É saudade que funciona como utopia. Melhor: é saudade como móbile de uma ação que se orienta para o tempo dos antepassados e que deseja recriar o ‘espírito’ do tempo dos ancestrais. É saudade no sentido que o negro-africano e descendentes mantém um elo com sua tradição, mesmo que esse elo não se dê num vínculo institucional ou de pertencimento a uma nação, identidade ou religião (Oliveira, 2007, p. 228).

Oliveira (2007) ressalta ainda que o motivo da saudade é o tempo, saudades de um tempo que não se viu e a esperança do tempo que está por vir. Essa percepção do tempo dá materialidade aos batuques como performances negra. Felisberta, suceira de Natividade, traz em sua fala a dimensão da ancestralidade de que trata o autor:

[...] Era como se eles estivessem acordando os deuses ancestrais, era revivendo coisas da terra deles, matando um pouco a saudades, porque eles cantavam também pra natureza. [...] (Felisberta, maio, 2013 apud Rosa, 2015 p. 45)1.

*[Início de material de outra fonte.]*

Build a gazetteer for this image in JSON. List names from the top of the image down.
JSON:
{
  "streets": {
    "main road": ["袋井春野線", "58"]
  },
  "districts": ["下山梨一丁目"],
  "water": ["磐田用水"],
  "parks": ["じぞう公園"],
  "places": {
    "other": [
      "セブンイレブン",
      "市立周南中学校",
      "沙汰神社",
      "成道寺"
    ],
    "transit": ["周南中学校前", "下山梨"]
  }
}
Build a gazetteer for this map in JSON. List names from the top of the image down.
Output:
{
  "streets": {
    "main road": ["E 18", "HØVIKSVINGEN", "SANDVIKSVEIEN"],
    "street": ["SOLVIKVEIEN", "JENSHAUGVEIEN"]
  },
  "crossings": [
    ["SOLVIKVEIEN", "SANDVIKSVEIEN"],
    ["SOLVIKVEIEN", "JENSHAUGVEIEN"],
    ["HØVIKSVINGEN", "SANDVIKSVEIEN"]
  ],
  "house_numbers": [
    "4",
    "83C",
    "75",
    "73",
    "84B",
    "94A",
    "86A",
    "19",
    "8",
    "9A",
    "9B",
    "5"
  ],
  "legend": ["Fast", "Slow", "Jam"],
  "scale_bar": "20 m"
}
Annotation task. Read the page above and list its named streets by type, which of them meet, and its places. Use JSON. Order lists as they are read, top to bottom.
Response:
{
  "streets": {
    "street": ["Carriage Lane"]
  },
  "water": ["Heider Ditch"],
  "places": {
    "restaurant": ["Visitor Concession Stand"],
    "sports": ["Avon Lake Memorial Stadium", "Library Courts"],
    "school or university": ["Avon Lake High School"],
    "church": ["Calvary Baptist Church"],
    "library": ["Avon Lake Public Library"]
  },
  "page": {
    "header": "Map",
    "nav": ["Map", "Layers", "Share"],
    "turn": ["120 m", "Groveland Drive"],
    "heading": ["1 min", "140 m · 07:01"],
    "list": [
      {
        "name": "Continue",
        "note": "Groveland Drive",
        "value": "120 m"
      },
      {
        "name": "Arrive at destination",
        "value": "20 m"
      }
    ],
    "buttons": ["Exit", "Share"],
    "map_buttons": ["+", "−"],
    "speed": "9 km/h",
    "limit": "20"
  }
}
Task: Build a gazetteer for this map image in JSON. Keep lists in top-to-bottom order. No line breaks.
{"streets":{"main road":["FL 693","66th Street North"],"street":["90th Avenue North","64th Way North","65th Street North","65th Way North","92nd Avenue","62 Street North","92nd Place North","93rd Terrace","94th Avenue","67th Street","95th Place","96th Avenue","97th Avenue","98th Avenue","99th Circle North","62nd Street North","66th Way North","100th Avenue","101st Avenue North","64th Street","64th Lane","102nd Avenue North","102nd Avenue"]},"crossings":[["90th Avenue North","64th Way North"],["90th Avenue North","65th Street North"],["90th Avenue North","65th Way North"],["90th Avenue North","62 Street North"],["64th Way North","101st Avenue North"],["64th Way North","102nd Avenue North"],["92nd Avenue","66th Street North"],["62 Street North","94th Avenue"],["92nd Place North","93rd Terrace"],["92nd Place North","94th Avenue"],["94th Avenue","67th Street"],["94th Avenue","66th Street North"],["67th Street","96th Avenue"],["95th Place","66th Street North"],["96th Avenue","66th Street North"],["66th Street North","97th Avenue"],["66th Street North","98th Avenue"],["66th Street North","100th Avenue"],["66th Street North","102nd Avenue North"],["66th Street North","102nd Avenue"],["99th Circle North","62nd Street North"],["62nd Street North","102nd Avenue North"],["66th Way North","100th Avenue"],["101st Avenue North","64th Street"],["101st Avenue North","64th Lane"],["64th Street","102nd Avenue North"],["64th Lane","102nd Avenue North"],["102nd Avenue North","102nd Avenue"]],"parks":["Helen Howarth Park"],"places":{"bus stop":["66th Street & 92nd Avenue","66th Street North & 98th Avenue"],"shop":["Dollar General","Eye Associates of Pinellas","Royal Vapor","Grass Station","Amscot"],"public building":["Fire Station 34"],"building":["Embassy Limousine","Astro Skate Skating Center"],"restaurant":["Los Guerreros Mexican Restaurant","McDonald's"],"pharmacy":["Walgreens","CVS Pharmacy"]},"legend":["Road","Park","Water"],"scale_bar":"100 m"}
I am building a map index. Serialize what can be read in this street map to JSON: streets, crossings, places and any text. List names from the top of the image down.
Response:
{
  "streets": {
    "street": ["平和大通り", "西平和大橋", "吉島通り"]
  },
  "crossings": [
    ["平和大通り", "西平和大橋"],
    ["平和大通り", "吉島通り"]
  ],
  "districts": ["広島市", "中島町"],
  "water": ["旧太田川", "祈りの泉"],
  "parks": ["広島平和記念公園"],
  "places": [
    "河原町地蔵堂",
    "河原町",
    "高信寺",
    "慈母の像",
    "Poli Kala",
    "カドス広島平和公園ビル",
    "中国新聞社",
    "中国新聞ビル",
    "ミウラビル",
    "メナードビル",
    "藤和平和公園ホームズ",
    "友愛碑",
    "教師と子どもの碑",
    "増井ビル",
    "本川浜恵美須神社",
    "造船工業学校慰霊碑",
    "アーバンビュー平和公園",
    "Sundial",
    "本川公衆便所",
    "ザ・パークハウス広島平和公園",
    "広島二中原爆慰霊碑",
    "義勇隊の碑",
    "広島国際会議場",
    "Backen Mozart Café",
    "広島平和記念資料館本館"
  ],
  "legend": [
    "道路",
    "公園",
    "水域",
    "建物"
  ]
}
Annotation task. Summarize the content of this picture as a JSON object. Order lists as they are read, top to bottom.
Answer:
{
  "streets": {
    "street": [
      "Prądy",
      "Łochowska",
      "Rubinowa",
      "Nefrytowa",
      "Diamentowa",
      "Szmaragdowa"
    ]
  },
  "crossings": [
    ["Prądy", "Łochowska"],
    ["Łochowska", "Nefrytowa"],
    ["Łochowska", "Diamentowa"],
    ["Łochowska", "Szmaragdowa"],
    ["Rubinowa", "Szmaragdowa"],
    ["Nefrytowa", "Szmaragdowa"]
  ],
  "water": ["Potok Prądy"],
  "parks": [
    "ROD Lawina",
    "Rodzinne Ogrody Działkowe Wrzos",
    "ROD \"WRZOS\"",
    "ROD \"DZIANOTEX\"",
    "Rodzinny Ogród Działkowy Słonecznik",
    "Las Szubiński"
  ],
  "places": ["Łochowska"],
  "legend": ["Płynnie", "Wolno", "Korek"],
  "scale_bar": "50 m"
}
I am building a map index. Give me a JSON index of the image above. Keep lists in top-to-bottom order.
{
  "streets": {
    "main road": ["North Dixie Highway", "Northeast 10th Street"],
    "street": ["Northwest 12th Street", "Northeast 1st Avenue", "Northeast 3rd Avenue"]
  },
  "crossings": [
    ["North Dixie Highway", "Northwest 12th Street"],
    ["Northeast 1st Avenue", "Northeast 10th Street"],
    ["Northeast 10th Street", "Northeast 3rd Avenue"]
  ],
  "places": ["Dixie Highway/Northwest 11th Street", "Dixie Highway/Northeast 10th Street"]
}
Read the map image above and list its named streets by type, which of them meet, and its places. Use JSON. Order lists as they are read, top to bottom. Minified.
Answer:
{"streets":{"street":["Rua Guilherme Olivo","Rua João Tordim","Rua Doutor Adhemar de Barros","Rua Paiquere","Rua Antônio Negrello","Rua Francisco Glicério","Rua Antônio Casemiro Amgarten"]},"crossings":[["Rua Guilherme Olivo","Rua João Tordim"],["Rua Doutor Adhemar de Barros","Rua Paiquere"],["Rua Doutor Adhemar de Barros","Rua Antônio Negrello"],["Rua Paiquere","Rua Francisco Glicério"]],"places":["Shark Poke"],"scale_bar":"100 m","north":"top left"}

O conceito de ancestralidade pode então ser pensado, sobretudo a partir da contribuição de Oliveira (2007) como um pensamento cultural que parte do corpo para uma existência coletiva, pois é o corpo o lócus da experiência em que a memória reside. A ancestralidade não é assim uma volta ao passado, ao contrário disso trata-se de uma atualização da tradição na experiência do corpo. No corpo se inscreve um processo de transformação da tradição a partir de trocas com o ambiente. Há nas manifestações corporais negro-africanas um arsenal de códigos que compõem a memória coletiva e que, na Suça, tem como potência geradora a ancestralidade, ampliando a compreensão dos batuques para além do sentido somente de resistência.

A Suça é um saber que resiste, transforma e se recria pelo corpo e no corpo. A Suça é assim, uma performance negra (Rosa, 2015, p. 45-46).

Em sociedades e culturas em que a dança é forma de oração e que os próprios deuses se apresentam dançando, é possível reconhecer a centralidade conceitual e simbólica do corpo. Desse modo, a dança no batuque, como também em outras manifestações expressivas afro-brasileiras, é construída por uma dramaturgia do corpo tecida pela ancestralidade.

A Suça: batuque no centro-oeste brasileiro

Também chamada de súcia, sussa, sússia, a dança da Suça tem como matriz os batuques herdados do período da escravização e da exploração do ouro no estado de Goiás. A presença dessa dança no Norte de Goiás e Tocantins marca a influência negra na cultura popular do centro oeste, facilmente designada por sua forte influência caipira.

Suça é barulho, é alegria, é zoada como a gente fala. É isso que é a Suça, é um batuque de senzala (Felisberta, Inventário da Suça, 2011)2.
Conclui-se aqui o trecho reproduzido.